RECORDS SHOWN:
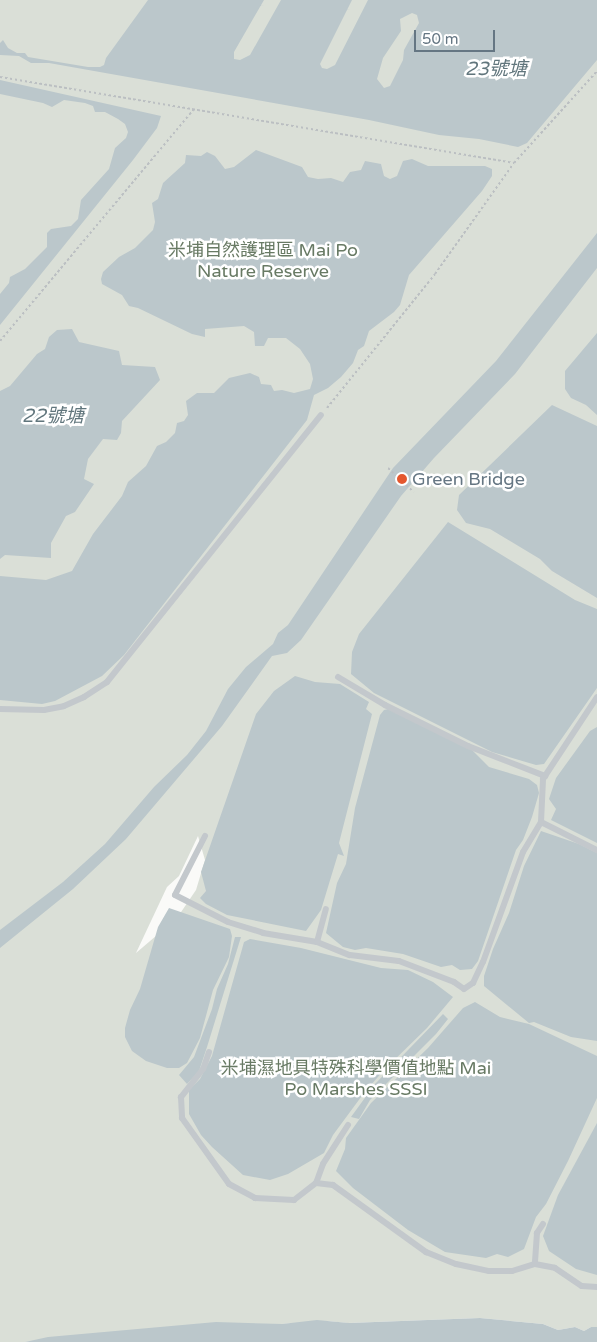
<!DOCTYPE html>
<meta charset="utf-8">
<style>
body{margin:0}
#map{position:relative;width:597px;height:1342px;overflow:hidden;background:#fafaf8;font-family:"Varela Round","Noto Sans TC",sans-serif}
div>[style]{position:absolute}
.green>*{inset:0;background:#dadfd7}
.water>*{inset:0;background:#bbc7cb}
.path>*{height:2px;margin-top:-1px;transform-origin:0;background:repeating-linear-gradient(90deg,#bbbfc2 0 2.5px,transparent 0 5px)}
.lane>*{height:6px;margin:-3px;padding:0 3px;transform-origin:3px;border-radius:3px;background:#c3c8cc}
.dots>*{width:14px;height:14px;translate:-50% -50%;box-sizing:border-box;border:2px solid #fff;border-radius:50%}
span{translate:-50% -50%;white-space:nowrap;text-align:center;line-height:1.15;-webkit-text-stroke:5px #fff;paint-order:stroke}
.park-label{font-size:18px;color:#687a64}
.poi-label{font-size:18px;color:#657683}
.left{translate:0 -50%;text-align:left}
.water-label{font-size:19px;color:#60757c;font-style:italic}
.scale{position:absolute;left:414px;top:30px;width:81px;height:22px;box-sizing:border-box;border:2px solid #657683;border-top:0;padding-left:6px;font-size:15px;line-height:18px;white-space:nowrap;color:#657683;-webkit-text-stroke:4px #fff;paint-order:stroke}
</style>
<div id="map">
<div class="green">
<div style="clip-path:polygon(evenodd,0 0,597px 0,597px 1327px,591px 1327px,584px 1331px,575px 1327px,558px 1330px,543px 1324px,480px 1318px,348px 1323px,327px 1321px,282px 1324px,215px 1324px,25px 1342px,0 1342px,0 0,198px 836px,205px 860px,196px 890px,177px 918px,136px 953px,167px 887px,179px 876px,198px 836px)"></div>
</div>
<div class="water">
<div style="clip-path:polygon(evenodd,148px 0,264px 0,234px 52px,234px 59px,240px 60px,250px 55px,281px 0,352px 0,320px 64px,322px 68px,327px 69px,335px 65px,368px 0,597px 0,597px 60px,527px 143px,518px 147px,479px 139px,439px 135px,369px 120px,49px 63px,31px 63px,19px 56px,0 55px,0 43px,3px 40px,8px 48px,17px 53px,25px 53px,28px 57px,88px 67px,100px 67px,104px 65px,106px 58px,148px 0,412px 13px,417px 15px,419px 23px,404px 50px,403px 60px,390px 86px,384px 88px,377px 79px,383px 58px,401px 31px,400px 19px,412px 13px)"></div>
<div style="clip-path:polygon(0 80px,161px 116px,157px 128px,133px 160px,0 325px,0 294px,9px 283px,10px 277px,25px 269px,47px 247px,47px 233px,51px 229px,71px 226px,78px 219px,81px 200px,109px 169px,115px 148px,126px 138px,128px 132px,125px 124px,118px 119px,105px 112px,95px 112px,93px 106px,85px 103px,64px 100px,52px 107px,43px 103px,0 94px)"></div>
<div style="clip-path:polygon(256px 150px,302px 167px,308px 177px,318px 179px,331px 178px,343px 182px,350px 172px,361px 170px,365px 161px,381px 164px,384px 176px,390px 179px,397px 176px,403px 161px,412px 159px,428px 166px,485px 166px,492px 169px,492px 176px,482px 191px,409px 275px,400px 305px,394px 312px,369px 331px,364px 346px,358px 350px,353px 363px,341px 377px,328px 388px,314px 395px,307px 420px,124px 655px,102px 676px,55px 701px,42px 704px,0 700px,0 576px,46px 580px,72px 571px,93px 534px,122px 496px,128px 482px,146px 466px,157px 446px,166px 442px,175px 433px,177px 423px,184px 421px,188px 415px,186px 401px,197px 393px,214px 393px,229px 378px,250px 373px,259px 377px,261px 384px,271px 385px,274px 391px,282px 390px,294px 393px,310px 389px,313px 379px,310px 364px,300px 349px,286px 338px,268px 338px,264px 346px,255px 346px,254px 332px,244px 326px,205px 329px,205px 337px,192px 334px,138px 308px,129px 306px,122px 295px,102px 284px,101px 279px,103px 272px,119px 257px,135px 248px,153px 230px,155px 222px,152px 203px,158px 199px,163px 183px,185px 163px,186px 155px,201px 156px,207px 152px,215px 156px,225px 169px,234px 167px)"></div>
<div style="clip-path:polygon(597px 233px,597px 268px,515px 374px,434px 458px,401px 496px,301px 640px,287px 653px,272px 656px,222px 726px,126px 839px,73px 889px,0 948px,0 930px,63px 882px,105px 844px,154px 787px,187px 755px,206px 731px,228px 689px,246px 667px,273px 644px,278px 633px,288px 625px,393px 468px,496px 361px)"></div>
<div style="clip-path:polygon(72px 329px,79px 342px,119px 351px,122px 365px,155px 367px,160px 380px,122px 421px,121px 433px,117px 440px,103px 439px,88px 459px,84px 479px,94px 484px,75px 512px,66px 516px,51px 543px,51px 558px,5px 555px,0 559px,0 391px,10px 386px,37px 354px,45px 349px,49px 337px,57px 330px)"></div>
<div style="clip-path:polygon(597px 333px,597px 415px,586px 405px,571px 398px,565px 389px,565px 371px)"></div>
<div style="clip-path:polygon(552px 405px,597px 426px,597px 598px,552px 571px,540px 559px,490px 529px,466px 523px,457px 510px,459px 495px)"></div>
<div style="clip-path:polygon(448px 522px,575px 600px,597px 609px,597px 688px,544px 764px,536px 765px,492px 752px,374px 693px,351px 674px,352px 652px,359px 634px)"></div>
<div style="clip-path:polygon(295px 676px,315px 682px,340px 684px,369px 702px,366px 709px,372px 714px,339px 843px,344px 856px,338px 854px,321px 910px,306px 931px,227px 915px,206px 904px,200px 898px,206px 891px,201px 872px,256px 714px,274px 691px)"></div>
<div style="clip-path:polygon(393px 708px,470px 748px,489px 767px,529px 779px,537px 785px,539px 793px,532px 817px,523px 840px,516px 850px,478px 961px,472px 969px,460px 970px,452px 965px,441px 967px,403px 954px,366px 948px,355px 950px,343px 947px,326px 933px,337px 883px,346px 864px,355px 808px,380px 715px,384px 710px)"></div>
<div style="clip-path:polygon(597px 727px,597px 843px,551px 820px,556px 809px,549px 799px,556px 778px,590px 731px)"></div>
<div style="clip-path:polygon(541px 831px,579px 844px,597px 853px,597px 1041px,571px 1037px,534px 1022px,529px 1023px,484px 986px,484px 976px,493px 949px,509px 913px,524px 866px)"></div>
<div style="clip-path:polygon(169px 908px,230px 929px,232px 936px,229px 957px,213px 990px,200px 1038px,187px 1063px,179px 1068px,167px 1068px,146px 1061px,132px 1051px,125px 1037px,125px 1028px,130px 1010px,140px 989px,158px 927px)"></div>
<div style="clip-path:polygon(235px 937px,241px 937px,207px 1047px,199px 1071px,187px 1084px,179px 1075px,194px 1057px,212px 1009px,217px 989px,228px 964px)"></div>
<div style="clip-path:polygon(250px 939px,301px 948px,381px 968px,408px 970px,433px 982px,453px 997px,427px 1028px,384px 1070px,364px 1093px,333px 1135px,324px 1153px,288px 1174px,270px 1180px,243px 1175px,212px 1147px,201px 1135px,189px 1114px,189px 1090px,200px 1079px,212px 1056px,244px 942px)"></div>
<div style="clip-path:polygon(475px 1002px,500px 1017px,529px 1024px,597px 1056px,597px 1098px,568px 1161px,546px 1204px,536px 1217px,524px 1249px,508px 1257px,497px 1254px,486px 1258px,445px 1252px,408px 1230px,353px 1188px,336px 1171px,345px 1149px,346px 1138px,371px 1103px,428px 1048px,463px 1008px)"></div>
<div style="clip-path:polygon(443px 1014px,448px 1019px,436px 1034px,370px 1100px,359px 1119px,351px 1117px,375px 1084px)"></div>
<div style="clip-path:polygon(597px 1123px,597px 1275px,576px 1269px,549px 1251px,543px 1236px,558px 1195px)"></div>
<div style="clip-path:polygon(480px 1318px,543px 1324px,558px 1330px,575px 1327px,584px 1331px,591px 1327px,597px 1327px,597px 1342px,25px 1342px,48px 1337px,216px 1322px,282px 1324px,317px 1320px,349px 1323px)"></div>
</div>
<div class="path">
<div style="left:0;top:77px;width:521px;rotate:9.5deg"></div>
<div style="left:0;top:341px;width:302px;rotate:-50.1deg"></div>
<div style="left:327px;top:408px;width:172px;rotate:-51.1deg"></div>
<div style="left:435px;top:274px;width:136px;rotate:-54.6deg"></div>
<div style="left:514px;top:163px;width:124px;rotate:-47.9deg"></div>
<div style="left:388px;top:468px;width:35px;rotate:43deg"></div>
</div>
<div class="lane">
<div style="left:338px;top:677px;width:55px;rotate:30.8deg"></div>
<div style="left:385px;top:705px;width:93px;rotate:26.3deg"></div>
<div style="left:468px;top:746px;width:83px;rotate:21.3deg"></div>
<div style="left:0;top:709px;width:44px;rotate:1.3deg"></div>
<div style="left:44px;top:710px;width:20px;rotate:-11deg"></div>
<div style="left:64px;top:706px;width:22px;rotate:-24deg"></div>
<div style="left:84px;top:697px;width:27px;rotate:-33deg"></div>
<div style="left:107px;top:682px;width:342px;rotate:-51.3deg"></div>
<div style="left:541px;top:822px;width:63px;rotate:26.6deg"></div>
<div style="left:205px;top:836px;width:66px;rotate:117deg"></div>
<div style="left:175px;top:895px;width:59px;rotate:27deg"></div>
<div style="left:228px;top:922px;width:37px;rotate:17deg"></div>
<div style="left:263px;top:933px;width:55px;rotate:9.5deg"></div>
<div style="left:317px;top:942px;width:35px;rotate:22deg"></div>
<div style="left:350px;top:955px;width:49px;rotate:7deg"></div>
<div style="left:399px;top:961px;width:59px;rotate:20.9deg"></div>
<div style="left:454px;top:982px;width:12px;rotate:35deg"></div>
<div style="left:464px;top:989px;width:11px;rotate:-34deg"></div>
<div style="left:473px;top:983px;width:23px;rotate:-65deg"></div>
<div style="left:483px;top:962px;width:117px;rotate:-70deg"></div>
<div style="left:523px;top:852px;width:35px;rotate:-59deg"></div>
<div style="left:541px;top:822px;width:43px;rotate:-87.3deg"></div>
<div style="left:543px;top:779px;width:98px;rotate:-56.6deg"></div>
<div style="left:317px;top:942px;width:34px;rotate:-75deg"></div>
<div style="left:209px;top:1052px;width:18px;rotate:109deg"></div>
<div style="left:203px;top:1069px;width:36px;rotate:128deg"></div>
<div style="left:181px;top:1097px;width:21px;rotate:87deg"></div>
<div style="left:182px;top:1118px;width:81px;rotate:54.5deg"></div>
<div style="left:229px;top:1184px;width:30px;rotate:28deg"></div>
<div style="left:255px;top:1198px;width:39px;rotate:3deg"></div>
<div style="left:294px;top:1200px;width:28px;rotate:-38deg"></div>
<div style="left:348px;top:1125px;width:46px;rotate:122.7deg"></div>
<div style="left:323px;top:1164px;width:20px;rotate:110deg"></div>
<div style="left:316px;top:1183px;width:17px;rotate:7deg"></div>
<div style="left:333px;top:1185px;width:115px;rotate:35.8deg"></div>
<div style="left:426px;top:1252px;width:32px;rotate:22deg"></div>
<div style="left:456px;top:1264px;width:34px;rotate:12deg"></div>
<div style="left:489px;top:1271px;width:23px"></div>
<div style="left:512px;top:1271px;width:24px;rotate:-17deg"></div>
<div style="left:543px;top:1224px;width:11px;rotate:124deg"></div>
<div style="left:537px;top:1233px;width:31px;rotate:94deg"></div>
<div style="left:535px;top:1264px;width:20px;rotate:11deg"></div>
<div style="left:555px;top:1268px;width:32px;rotate:34deg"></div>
<div style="left:582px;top:1286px;width:15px;rotate:4deg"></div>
</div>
<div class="dots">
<div style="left:402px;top:479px;background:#e4572e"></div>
</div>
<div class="park-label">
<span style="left:263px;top:261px">米埔自然護理區 Mai Po<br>Nature Reserve</span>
<span style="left:356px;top:1079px">米埔濕地具特殊科學價值地點 Mai<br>Po Marshes SSSI</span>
</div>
<div class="poi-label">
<span class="left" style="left:412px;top:479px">Green Bridge</span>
</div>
<div class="water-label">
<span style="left:496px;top:70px">23號塘</span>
<span style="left:53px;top:417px">22號塘</span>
</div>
<div class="scale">50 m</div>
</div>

BRIEF: Exactly as written, reproduce the lines from the beginning of the material through the line with "0 2.5px,transparent 0", and skip any picture.

RESPONSE TO THIS EXERCISE:
<!DOCTYPE html>
<meta charset="utf-8">
<style>
body{margin:0}
#map{position:relative;width:597px;height:1342px;overflow:hidden;background:#fafaf8;font-family:"Varela Round","Noto Sans TC",sans-serif}
div>[style]{position:absolute}
.green>*{inset:0;background:#dadfd7}
.water>*{inset:0;background:#bbc7cb}
.path>*{height:2px;margin-top:-1px;transform-origin:0;background:repeating-linear-gradient(90deg,#bbbfc2 0 2.5px,transparent 0 5px)}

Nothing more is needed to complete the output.